Intrusion detection systems in the Internet of things: A comprehensive investigation

Abstract

Recently, a new dimension of intelligent objects has been provided by reducing the power consumption of electrical appliances. Daily physical objects have been upgraded by electronic devices over the Internet to create local intelligence and make communication with cyberspace. Internet of things (IoT) as a new term in this domain is used for realizing these intelligent objects. Since the objects in the IoT are directly connected to the unsafe Internet, the resource constraint devices are easily accessible by the attacker. Such public access to the Internet causes things to become vulnerable to the intrusions. The purpose is to categorize the attacks that do not explicitly damage the network, but by infecting the internal nodes, they are ready to carry out the attacks on the network, which are named as internal attacks.
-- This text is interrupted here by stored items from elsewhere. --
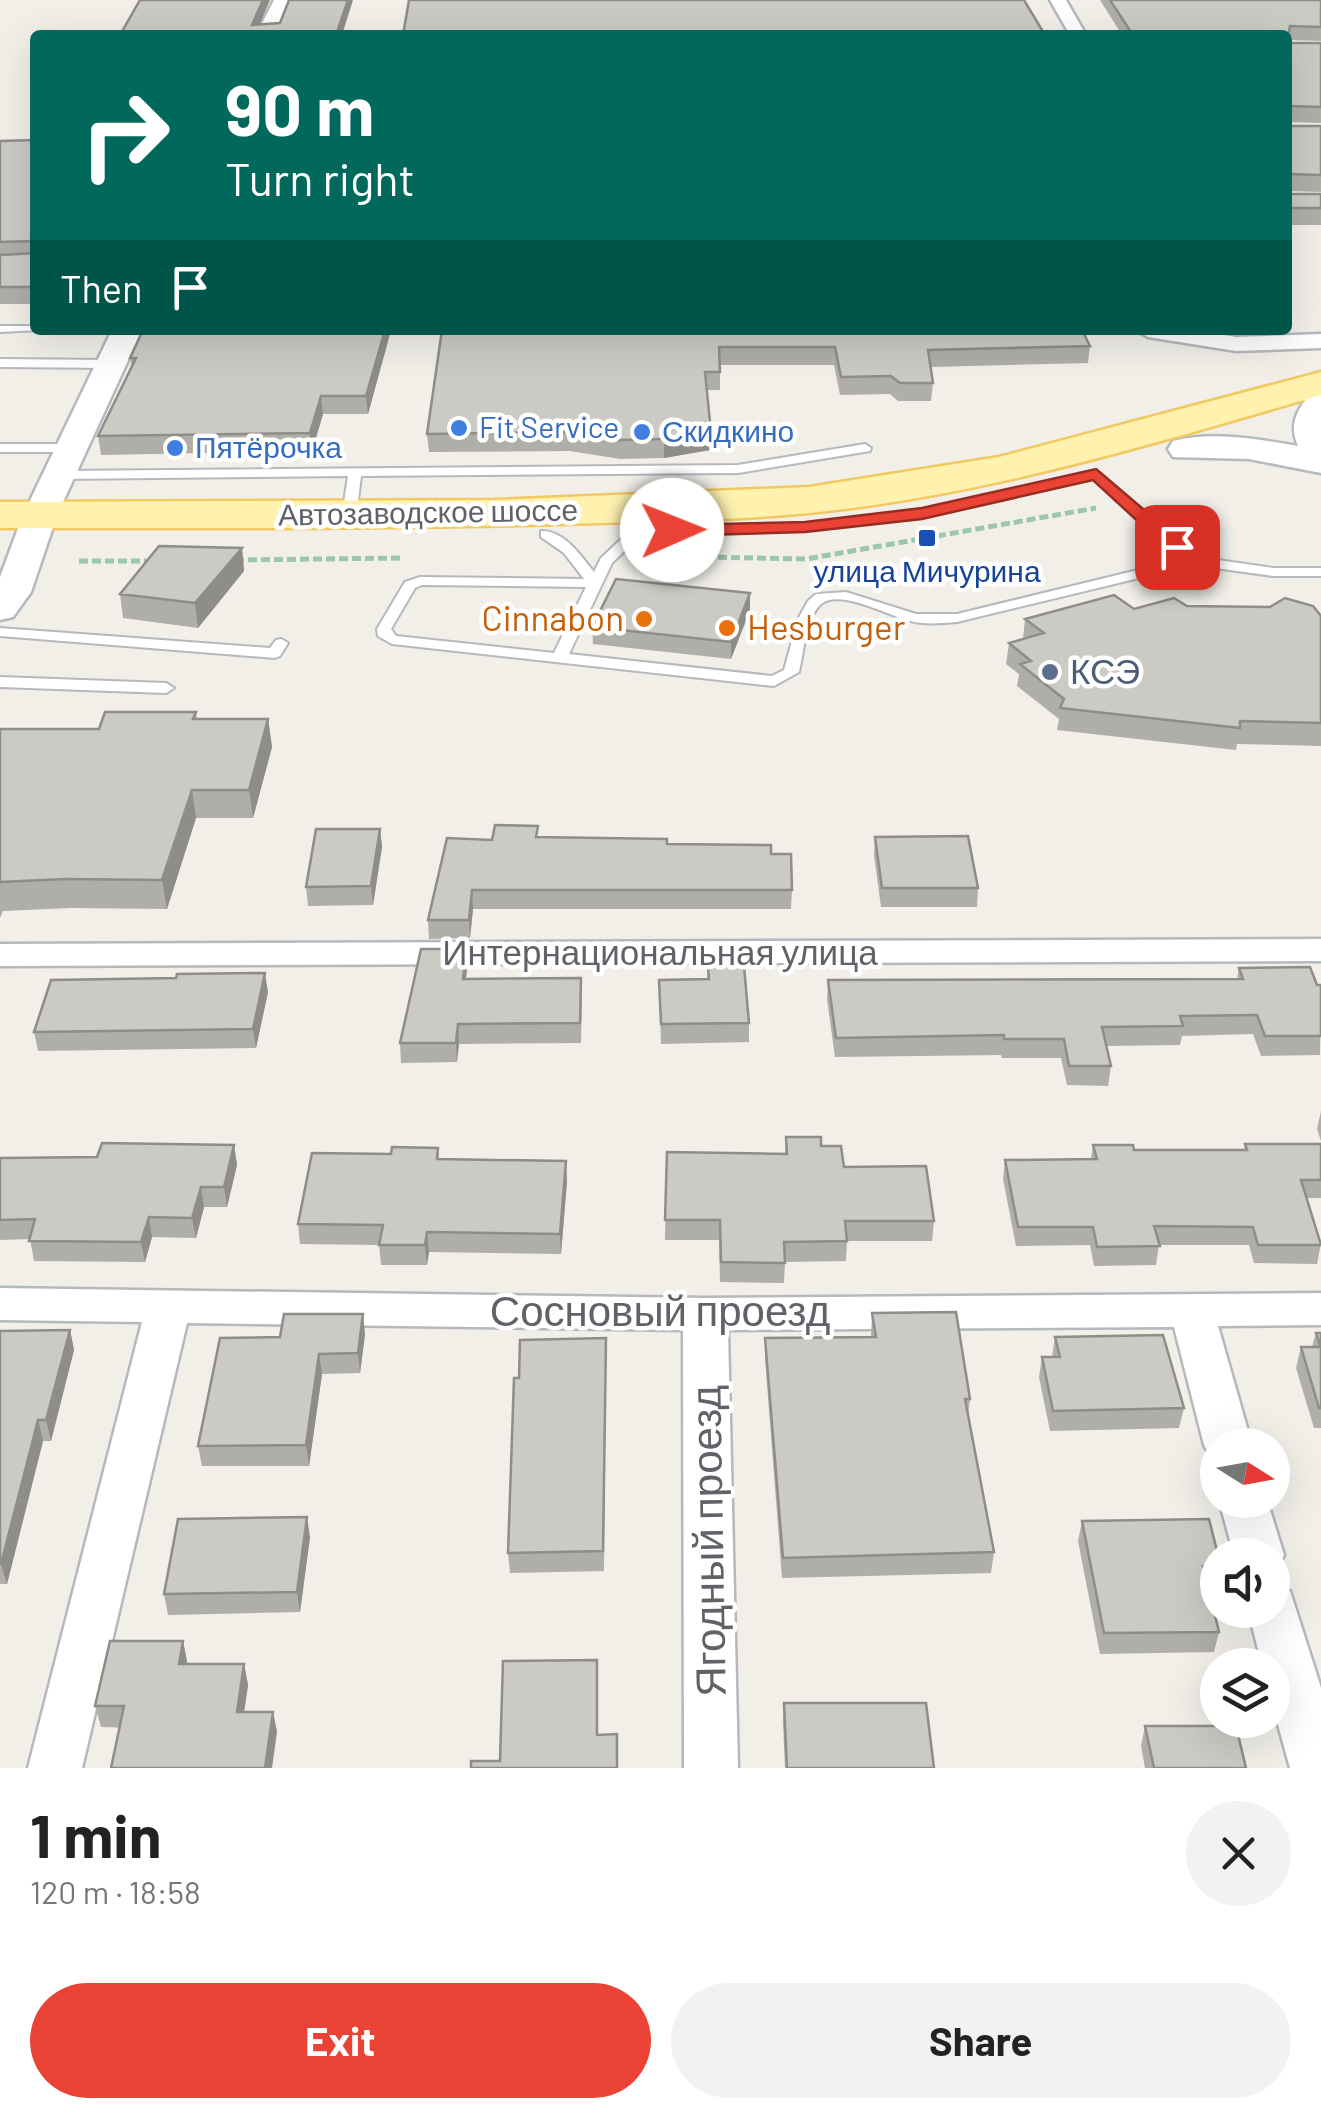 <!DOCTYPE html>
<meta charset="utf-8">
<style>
:root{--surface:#fff;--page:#f2f2f2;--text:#222;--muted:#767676;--accent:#ea4335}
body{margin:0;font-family:Barlow,sans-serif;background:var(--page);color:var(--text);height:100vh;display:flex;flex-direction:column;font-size:38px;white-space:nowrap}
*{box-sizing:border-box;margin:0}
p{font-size:32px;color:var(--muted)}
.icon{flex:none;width:55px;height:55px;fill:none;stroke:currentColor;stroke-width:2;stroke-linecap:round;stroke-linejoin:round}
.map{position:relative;height:1768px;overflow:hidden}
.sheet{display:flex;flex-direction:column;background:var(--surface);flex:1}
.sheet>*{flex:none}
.hud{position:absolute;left:30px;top:30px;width:1262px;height:305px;border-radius:10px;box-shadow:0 10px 40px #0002;background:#00695c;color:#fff;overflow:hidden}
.needle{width:65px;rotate:101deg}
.tools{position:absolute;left:1200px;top:1428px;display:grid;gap:20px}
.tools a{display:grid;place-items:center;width:90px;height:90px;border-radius:50%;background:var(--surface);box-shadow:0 10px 40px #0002;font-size:50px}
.pin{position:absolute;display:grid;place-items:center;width:85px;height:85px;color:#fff;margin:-42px;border-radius:20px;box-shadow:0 5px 15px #0006}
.me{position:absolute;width:110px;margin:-55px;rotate:89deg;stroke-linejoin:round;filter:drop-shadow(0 0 8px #0008)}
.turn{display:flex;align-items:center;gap:35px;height:210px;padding:0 30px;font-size:45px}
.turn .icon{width:130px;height:130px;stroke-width:2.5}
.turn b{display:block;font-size:70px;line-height:85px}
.then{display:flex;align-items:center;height:95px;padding:0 30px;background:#0003;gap:20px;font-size:38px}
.round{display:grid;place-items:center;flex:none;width:105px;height:105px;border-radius:52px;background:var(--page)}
.overview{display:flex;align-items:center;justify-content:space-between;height:170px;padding:0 30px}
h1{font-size:60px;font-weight:700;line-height:75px}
.cta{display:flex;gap:20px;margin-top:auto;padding:20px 30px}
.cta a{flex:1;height:115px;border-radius:60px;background:var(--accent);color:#fff;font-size:40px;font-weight:700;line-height:115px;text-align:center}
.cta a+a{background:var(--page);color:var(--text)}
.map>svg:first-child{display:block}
</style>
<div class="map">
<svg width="1321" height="1768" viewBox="0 0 1321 1768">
<rect width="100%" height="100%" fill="#f1efe8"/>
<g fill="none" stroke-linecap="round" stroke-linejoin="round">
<g stroke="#b5b8bc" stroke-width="4">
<path id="service" d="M0,326H35V330H40L0,332Z
M0,359L112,360L118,364L112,368L0,367Z
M0,444H72L78,448L72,452H0Z
M865,444L871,448L870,451L738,473L361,476L356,516L349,520L342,516L348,476L59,479L52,475L59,471L738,465Z
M1096,470L1197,557L1273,568H1321V576H1273L1193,565L957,622C941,623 925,625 910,621C889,616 838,587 820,605C805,620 804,652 799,672L774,686L392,644L378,636L377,629L405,582L420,577L584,579L564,553L541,537V531C564,530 581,556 594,572L601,558L633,528L638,527L645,531L612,563L569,654L772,676L784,670L798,619L808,601L816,594L846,592L916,614H957L1183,559L1091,477V471ZM422,585L586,587L554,653L396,636L391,629L415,588Z
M0,628L270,648L276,640L281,639L288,643L280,656L275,658L0,636Z
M0,677L166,683L174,688L166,693L0,687Z"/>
</g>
<g stroke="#b5b8bc" stroke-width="5">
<path id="minor" d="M1050,0H1066L1086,35H1070Z
M1136,330H1192L1236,337L1321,334V348L1236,351L1148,337Z
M1321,939V961L0,966V944Z
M0,1288L705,1298L1321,1293V1325L1218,1326L1252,1445H1218V1460L1211,1458L1204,1445L1174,1327L728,1330L738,1768H684L683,1330L187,1323L82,1768H28L142,1322L0,1320Z
M1219,1500H1267L1284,1555L1277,1570L1272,1571V1555H1234Z
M1272,1585L1290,1591L1321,1688V1768H1290L1272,1703V1665H1262L1248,1610H1272Z"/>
</g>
<g stroke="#b5b8bc" stroke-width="5">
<path id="tertiary" d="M274,0H294L278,35H256Z
M112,330H142L57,515L31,592L13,617L0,620V577L23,515Z"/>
</g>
<g stroke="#b6babf" stroke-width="5">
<path id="secondary" d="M1321,391V473L1249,459L1173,457L1168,449L1173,441C1214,431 1257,439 1298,446C1289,425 1296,412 1309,395Z"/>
</g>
<g stroke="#f2c960" stroke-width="5">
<path id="primary" d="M1321,372V395C1167,440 1012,487 852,508C755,521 656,521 558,524C372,529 186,528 0,528V502L495,500L809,487L999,457Z"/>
</g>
<path stroke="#9cc7a9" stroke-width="5" stroke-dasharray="9 4" stroke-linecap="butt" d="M653,556L806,559L1096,508
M235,560L402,558
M79,561H152"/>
<use href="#service" fill="#fff" fill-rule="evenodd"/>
<use href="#minor" fill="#fff" fill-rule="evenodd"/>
<use href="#tertiary" fill="#fff" fill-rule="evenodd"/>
<use href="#secondary" fill="#fff" fill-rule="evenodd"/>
<use href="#primary" fill="#fff2af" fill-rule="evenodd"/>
</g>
<path fill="#afaea9" d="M1100,0H1321V41L1288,40L1290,43H1321V123L1288,122L1291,126H1321V192L1288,191L1291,194H1321V225H1288V35H1122Z
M35,140V304H0V141Z
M143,330H391L368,414H323L312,451L101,455L98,436L132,367L130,358Z
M442,330L1090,346L1088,363L931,367L933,383L931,401H898L890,394L840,395L834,365H720V390H706L711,432L710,450L664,458L620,459L570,451L429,452L427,434Z
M242,548L244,571L198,628L123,618L120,594Z
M750,593V610L731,659L593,644L592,627Z
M1187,606L1321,616V746L1237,744L1236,750L1057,730L1059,719L1017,686L1019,674L1006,664L1009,643L1023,639L1025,619L1134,609Z
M196,712L197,719H268L272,747L253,818H196L167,909L71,908L3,911L0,918V729H99Z
M380,829L382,847L373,905L308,906L306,887Z
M538,837L667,844L771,854L792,890L791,909H473L470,938L429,939L428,920L492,840Z
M875,837L978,888L977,907H881L874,855Z
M708,966L749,1023V1042L661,1044L659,980L707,979Z
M467,968L466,979L582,997L581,1043L459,1044L457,1062L401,1063L400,1043Z
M1239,968L1321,985L1320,1055L1261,1056L1253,1034L1182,1036L1180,1045L1106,1046L1111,1066L1108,1086L1067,1085L1061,1058H1002L1001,1055L835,1057L827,999L828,980L1237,979Z
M268,992L256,1048L38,1051L34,1032Z
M1321,1111V1141L1317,1129Z
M786,1137L821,1146L844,1167L934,1221L932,1241H847L846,1261L785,1262L784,1283L720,1282L719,1240H665L667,1152L785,1154Z
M1245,1144H1321V1198H1306L1321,1243L1317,1264L1254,1263L1249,1245H1159L1156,1265L1094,1266L1090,1245L1016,1246L1003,1179L1005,1160L1091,1159L1093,1145L1134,1150H1244Z
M234,1145L237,1165L227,1207H204L196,1238L152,1237L145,1262L34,1261L30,1239L0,1240V1158L97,1157Z
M438,1148L439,1159L567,1181L561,1254L429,1252L427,1265H381L379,1245L300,1244L298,1224L391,1154Z
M872,1313L970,1399L968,1415L994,1552L991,1573L782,1578L765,1358V1338L871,1337Z
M70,1330L74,1350L51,1441H43L7,1584H0V1331Z
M1316,1333H1321V1428H1314L1296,1368L1301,1347H1312Z
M365,1334L360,1373L322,1374L309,1466H202L198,1446L280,1337Z
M1055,1337L1184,1408L1179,1428L1050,1431L1039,1377L1042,1357H1052Z
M606,1338L604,1571L510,1573L508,1553L519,1378Z
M1082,1521L1218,1555V1577L1215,1586H1208L1219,1632L1214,1652L1100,1654L1078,1541Z
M310,1537L300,1612L168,1615L164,1594Z
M183,1641L187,1664H244L248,1685L244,1712H273L277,1732L101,1727L95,1706Z
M784,1703L934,1768H785L783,1723Z
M1145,1726L1246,1768H1145L1141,1746Z"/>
<path fill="#8f8d8a" d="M263,0H270L255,35L252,25Z
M348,0H353L342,35H336Z
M385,330H391L368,414L366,396Z
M321,396L323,414L312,451L310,433Z
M711,432L710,450L664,458V439Z
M242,548L244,571L198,628L195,603Z
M750,593V610L731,659V642Z
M268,719L272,747L253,818L249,790Z
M192,790L196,818L167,909L162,880Z
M380,829L382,847L373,905L371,886Z
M472,890L473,909L470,938L469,920Z
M466,949L467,968L464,998L463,979Z
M265,973L268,992L256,1048L253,1029Z
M458,1024L459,1044L457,1062L456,1043Z
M234,1145L237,1165L227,1207L224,1187Z
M566,1161L567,1181L561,1254L560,1234Z
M201,1187L204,1207L196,1238L192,1218Z
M149,1217L152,1237L145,1262L141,1242Z
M427,1232L429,1252L427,1265L425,1245Z
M363,1314L365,1334L360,1373L358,1353Z
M70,1330L74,1350L51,1441L46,1420Z
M319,1354L322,1374L309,1466L306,1445Z
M38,1420L43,1441L7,1584L1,1564Z
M307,1517L310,1537L300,1612L297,1592Z
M183,1641L187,1661L183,1685L179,1664Z
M244,1664L248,1685L241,1733L237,1712Z
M273,1712L277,1732L272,1768H265Z"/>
<path fill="#cccac5" stroke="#8f8d8a" stroke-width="2.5" d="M140,0H263L252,25L280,23L289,0H348L336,35H120Z
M409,0H1024L1045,35H403Z
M1110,0H1321V27L1290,26L1288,36L1133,35Z
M1288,40L1290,43H1321V107L1291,106L1288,119Z
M1288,123L1291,126H1321V175L1291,174L1288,188Z
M35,140V287H0V255L35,253L32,241L0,242V141Z
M1288,190L1291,194H1321V208H1288Z
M143,330H385L366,396H321L310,433L98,436L136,358H130Z
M442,330H1082L1090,346L928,350L933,383H900L891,376L841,377L835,347H719L720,372H705L711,432L664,439L620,440L569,432L427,434Z
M159,546L242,548L195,603L120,594Z
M616,579L750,593L731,642L592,627Z
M1114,595L1134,609L1174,598L1187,606L1270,607L1285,598L1313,606L1321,616V723L1240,721V728L1060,708L1064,699L1020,664L1031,661L1009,643L1044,633L1025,619Z
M105,712H196L193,719H268L249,790H192L162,880L65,879L0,882V729H99Z
M495,825L538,826L536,837L667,839V844L771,845V854H791L792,890H472L469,920H428L447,838L492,840Z
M316,829H380L371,886L306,887Z
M968,836L978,888H882L875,837Z
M421,949H466L463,979L581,978L580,1023L458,1024L456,1043H400Z
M708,966H744L749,1023L661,1024L659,980L709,979Z
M1310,967L1317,985H1321V1036H1265L1257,1015L1180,1016L1183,1026L1102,1027L1111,1066H1069L1064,1039H1004V1035L836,1038L828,980L1243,979L1239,968Z
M265,973L253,1029L34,1032L51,980L176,978L177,974Z
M786,1137H821V1146H841L844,1167L926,1166L934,1221H845L847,1241L784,1242L785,1263L721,1262L720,1220H665L667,1152L787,1154Z
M102,1143L234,1145L224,1187H201L192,1218L149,1217L141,1242L29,1241L35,1219L0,1220V1158L97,1157Z
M1245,1144H1321V1180H1301L1321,1245H1258L1253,1227L1154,1226L1160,1246L1097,1247L1093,1227H1018L1005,1160L1097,1159L1093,1145H1133L1134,1150H1247Z
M392,1147L438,1148L437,1159L566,1161L560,1234L427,1232L425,1245H379L383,1225L298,1224L312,1153L391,1154Z
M956,1312L970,1399H965L994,1552L783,1558L765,1338L876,1337L872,1313Z
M284,1314H363L358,1353L319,1354L306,1445L198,1446L220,1338L280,1337Z
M70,1330L46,1420H38L1,1564H0V1331Z
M1316,1333H1321V1408H1319L1301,1347H1321Z
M1163,1335L1184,1408L1053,1411L1042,1357H1060L1055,1337Z
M606,1338L603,1551L508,1553L514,1378H519L520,1340Z
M307,1517L297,1592L164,1594L178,1519Z
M1209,1519L1218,1555V1566H1203L1219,1632L1104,1633L1082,1521Z
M110,1641H183L179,1664H244L237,1712H273L265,1768H111L124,1706H95Z
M597,1660V1735L617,1734V1768H471V1761H500L503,1661Z
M784,1703H926L934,1768H787Z
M1145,1726H1236L1246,1768H1154Z"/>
<path fill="#ea4335" stroke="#982c22" stroke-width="2.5" d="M1096,469L1183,543V551H1170L1093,480L922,519L805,532L672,536L663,530L672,525L805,522L922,508Z"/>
<g fill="#3f7fe0" stroke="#fff" stroke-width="4">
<circle cx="459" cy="428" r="10"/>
<circle cx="642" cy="432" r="10"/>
<circle cx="175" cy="448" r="10"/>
</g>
<rect fill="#1a4fb4" stroke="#fff" stroke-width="4" x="917" y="528" width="20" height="20" rx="5"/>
<g fill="#e8710a" stroke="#fff" stroke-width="4">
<circle cx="644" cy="619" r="10"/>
<circle cx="727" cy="628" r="10"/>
</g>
<circle fill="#5c6f8a" stroke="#fff" stroke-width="4" cx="1050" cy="672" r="10"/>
<g text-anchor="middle" stroke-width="9" stroke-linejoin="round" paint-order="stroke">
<g font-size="30" fill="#366cbe" stroke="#fff" text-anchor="start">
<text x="479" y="438">Fit Service</text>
<text x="662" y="442">Скидкино</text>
<text x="195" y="458">Пятёрочка</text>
</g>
<g font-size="30" fill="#5f6368" stroke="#fff">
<text transform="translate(428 513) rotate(-1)" y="10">Автозаводское шоссе</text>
</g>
<g font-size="30" fill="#164399" stroke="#fff">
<text x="927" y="582">улица Мичурина</text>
</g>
<g font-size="35" fill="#c56008" stroke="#fff" text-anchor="end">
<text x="624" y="631">Cinnabon</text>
<text x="747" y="640" text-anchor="start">Hesburger</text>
</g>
<g font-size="35" fill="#4e5e75" stroke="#fff" text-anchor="start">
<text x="1070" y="684">КСЭ</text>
</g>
<g font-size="35" fill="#5f6368" stroke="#fff">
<text x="660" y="965">Интернациональная улица</text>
</g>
<g font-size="42" fill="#5f6368" stroke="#fff">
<text x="660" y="1326">Сосновый проезд</text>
<text transform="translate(708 1541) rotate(-91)" y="15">Ягодный проезд</text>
</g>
</g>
</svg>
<div class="tools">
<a><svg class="needle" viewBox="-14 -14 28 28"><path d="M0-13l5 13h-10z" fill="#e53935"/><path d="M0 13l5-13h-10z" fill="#767676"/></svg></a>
<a><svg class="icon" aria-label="sound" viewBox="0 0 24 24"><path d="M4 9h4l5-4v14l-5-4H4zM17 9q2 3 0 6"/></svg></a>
<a><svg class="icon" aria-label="layers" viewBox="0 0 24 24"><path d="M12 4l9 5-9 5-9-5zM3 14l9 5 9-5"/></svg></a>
</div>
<div class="pin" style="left:1177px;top:547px;background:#d93025"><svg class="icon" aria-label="arrive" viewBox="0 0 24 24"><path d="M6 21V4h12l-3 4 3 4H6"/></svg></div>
<svg class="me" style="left:672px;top:530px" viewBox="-20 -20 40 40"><circle r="19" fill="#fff"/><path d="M0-13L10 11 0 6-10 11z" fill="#ea4335"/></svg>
<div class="hud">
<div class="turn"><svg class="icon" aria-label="right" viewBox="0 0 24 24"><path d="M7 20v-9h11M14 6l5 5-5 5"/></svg><div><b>90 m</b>Turn right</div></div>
<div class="then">Then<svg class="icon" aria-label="arrive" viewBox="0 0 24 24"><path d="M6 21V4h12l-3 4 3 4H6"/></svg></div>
</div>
</div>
<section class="sheet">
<div class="overview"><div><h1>1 min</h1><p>120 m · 18:58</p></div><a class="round"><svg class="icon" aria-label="close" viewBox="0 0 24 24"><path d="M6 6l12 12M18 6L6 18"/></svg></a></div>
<div class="cta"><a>Exit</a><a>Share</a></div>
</section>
Therefore, the significance of Intrusion Detection Systems (IDSs) in the IoT is undeniable. However, despite the importance of this topic, there is not any comprehensive and systematic review about discussing and analyzing its significant mechanisms. Therefore, in the current paper, a Systematic Literature Review (SLR) of the IDSs in the IoT environment has been presented. Then detailed categorizations of the IDSs in the IoT (anomaly-based, signature-based, specification-based, and hybrid), (centralized, distributed, hybrid), (simulation, theoretical), (denial of service attack, Sybil attack, replay attack, selective forwarding attack, wormhole attack, black hole attack, sinkhole attack, jamming attack, false data attack) have also been provided using common features. Then the advantages and disadvantages of the selected mechanisms are discussed. Finally, the examination of the open issues and directions for future trends are also provided.